Information given START
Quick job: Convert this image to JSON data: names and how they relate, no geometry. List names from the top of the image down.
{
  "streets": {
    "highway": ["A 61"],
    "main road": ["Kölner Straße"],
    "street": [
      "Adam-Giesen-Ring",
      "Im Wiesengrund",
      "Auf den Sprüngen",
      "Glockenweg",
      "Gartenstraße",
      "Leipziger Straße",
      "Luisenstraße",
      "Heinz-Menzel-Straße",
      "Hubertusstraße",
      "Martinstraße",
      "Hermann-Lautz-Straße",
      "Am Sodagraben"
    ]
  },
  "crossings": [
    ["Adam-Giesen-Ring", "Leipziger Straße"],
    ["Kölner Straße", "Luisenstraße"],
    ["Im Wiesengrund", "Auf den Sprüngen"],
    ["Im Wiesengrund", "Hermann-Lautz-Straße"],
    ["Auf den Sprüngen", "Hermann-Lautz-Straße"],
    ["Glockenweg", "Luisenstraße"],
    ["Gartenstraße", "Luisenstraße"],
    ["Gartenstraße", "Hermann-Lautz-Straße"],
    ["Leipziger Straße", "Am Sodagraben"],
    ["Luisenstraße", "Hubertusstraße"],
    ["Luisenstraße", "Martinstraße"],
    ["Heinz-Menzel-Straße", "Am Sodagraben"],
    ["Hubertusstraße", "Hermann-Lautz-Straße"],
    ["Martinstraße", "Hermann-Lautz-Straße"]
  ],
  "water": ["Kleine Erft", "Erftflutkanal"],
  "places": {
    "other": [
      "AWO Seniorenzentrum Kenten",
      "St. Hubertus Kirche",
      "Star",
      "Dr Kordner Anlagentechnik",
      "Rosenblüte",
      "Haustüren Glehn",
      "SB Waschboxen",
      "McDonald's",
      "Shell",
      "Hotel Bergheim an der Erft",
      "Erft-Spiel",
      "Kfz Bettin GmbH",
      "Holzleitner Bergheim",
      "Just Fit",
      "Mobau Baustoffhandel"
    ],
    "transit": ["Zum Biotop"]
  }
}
Information given END
Task to carry out:
Copy out every entry exactly.

Answer space:
Quick job: Convert this image to JSON data: names and how they relate, no geometry. List names from the top of the image down.
{
  "streets": {
    "highway": ["A 61"],
    "main road": ["Kölner Straße"],
    "street": [
      "Adam-Giesen-Ring",
      "Im Wiesengrund",
      "Auf den Sprüngen",
      "Glockenweg",
      "Gartenstraße",
      "Leipziger Straße",
      "Luisenstraße",
      "Heinz-Menzel-Straße",
      "Hubertusstraße",
      "Martinstraße",
      "Hermann-Lautz-Straße",
      "Am Sodagraben"
    ]
  },
  "crossings": [
    ["Adam-Giesen-Ring", "Leipziger Straße"],
    ["Kölner Straße", "Luisenstraße"],
    ["Im Wiesengrund", "Auf den Sprüngen"],
    ["Im Wiesengrund", "Hermann-Lautz-Straße"],
    ["Auf den Sprüngen", "Hermann-Lautz-Straße"],
    ["Glockenweg", "Luisenstraße"],
    ["Gartenstraße", "Luisenstraße"],
    ["Gartenstraße", "Hermann-Lautz-Straße"],
    ["Leipziger Straße", "Am Sodagraben"],
    ["Luisenstraße", "Hubertusstraße"],
    ["Luisenstraße", "Martinstraße"],
    ["Heinz-Menzel-Straße", "Am Sodagraben"],
    ["Hubertusstraße", "Hermann-Lautz-Straße"],
    ["Martinstraße", "Hermann-Lautz-Straße"]
  ],
  "water": ["Kleine Erft", "Erftflutkanal"],
  "places": {
    "other": [
      "AWO Seniorenzentrum Kenten",
      "St. Hubertus Kirche",
      "Star",
      "Dr Kordner Anlagentechnik",
      "Rosenblüte",
      "Haustüren Glehn",
      "SB Waschboxen",
      "McDonald's",
      "Shell",
      "Hotel Bergheim an der Erft",
      "Erft-Spiel",
      "Kfz Bettin GmbH",
      "Holzleitner Bergheim",
      "Just Fit",
      "Mobau Baustoffhandel"
    ],
    "transit": ["Zum Biotop"]
  }
}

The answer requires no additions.